Hey Both, It's great being back at work!?!?!?!? I am so jealous! Kelly you're writing makes Bill Bryson look like an amature... so funny.... and no pages missing in your blogs!!? Come on Norwich tomorrow... I hate Leeds more than you remember!?! Keep travelling safe guys and remember, there will be less Australians in Oz I'm missing the banter and my drinking buddies, Take Care Neal (and Caroline who has also been enjoying your blogs) PS - If you havn't already can you e-mail us the link so that we can check out your photos please!
8th August 2006

Off ToThe Land of Oz
Careful! You may come across even more aussies than in China. However, while in Sydney you should consider buying a season ticket for the local team. At least they have a great ex Town man as manager and that must be better than watching offkey Canaries. Ouch!
8th August 2006

Ju's pics.
Great pic's Ju. Thanks... I especially liked the ones of the dancing girls......those of you too, Kelly!......That scoreline ?.... I take it was Shanghai 3 Norwich 1, Great result; speaking as a Tractor Boy (my "tractor" goes at 250kph - that's 150mph to you unconverted). There must have been a lot of Canary supporters as I saw lots of yellow faces.
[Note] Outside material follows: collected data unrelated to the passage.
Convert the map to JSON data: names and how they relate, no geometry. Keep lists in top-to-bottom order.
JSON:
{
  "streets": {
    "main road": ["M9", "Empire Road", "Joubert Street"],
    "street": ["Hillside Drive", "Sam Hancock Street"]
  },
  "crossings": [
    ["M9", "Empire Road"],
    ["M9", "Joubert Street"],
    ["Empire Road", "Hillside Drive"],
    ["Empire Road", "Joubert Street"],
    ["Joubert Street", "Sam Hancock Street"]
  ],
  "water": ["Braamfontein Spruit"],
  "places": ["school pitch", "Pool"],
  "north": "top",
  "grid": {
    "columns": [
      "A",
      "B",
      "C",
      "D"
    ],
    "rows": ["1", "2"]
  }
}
Cheers, Beebee.
14th August 2006

fab times
Hey Kelly and Ju, sounds like you are still having a ball. not tempted to come back early then!!! met up with the girls the other week. all are well. wish i was wondering the world with you meeting all the wierd people..but then again, i would have to leave my cosy life..im so sad!! by the way, can't remember if i told you i called my new puppy Yazzee and Shola managed to break puppys leg last week playing a bit rough...so i have had to only work 4 hours a day for the past 5 weeks, which has been a real struggle!! back full time now though...boo ho. see you soon. luv ya!! Ali.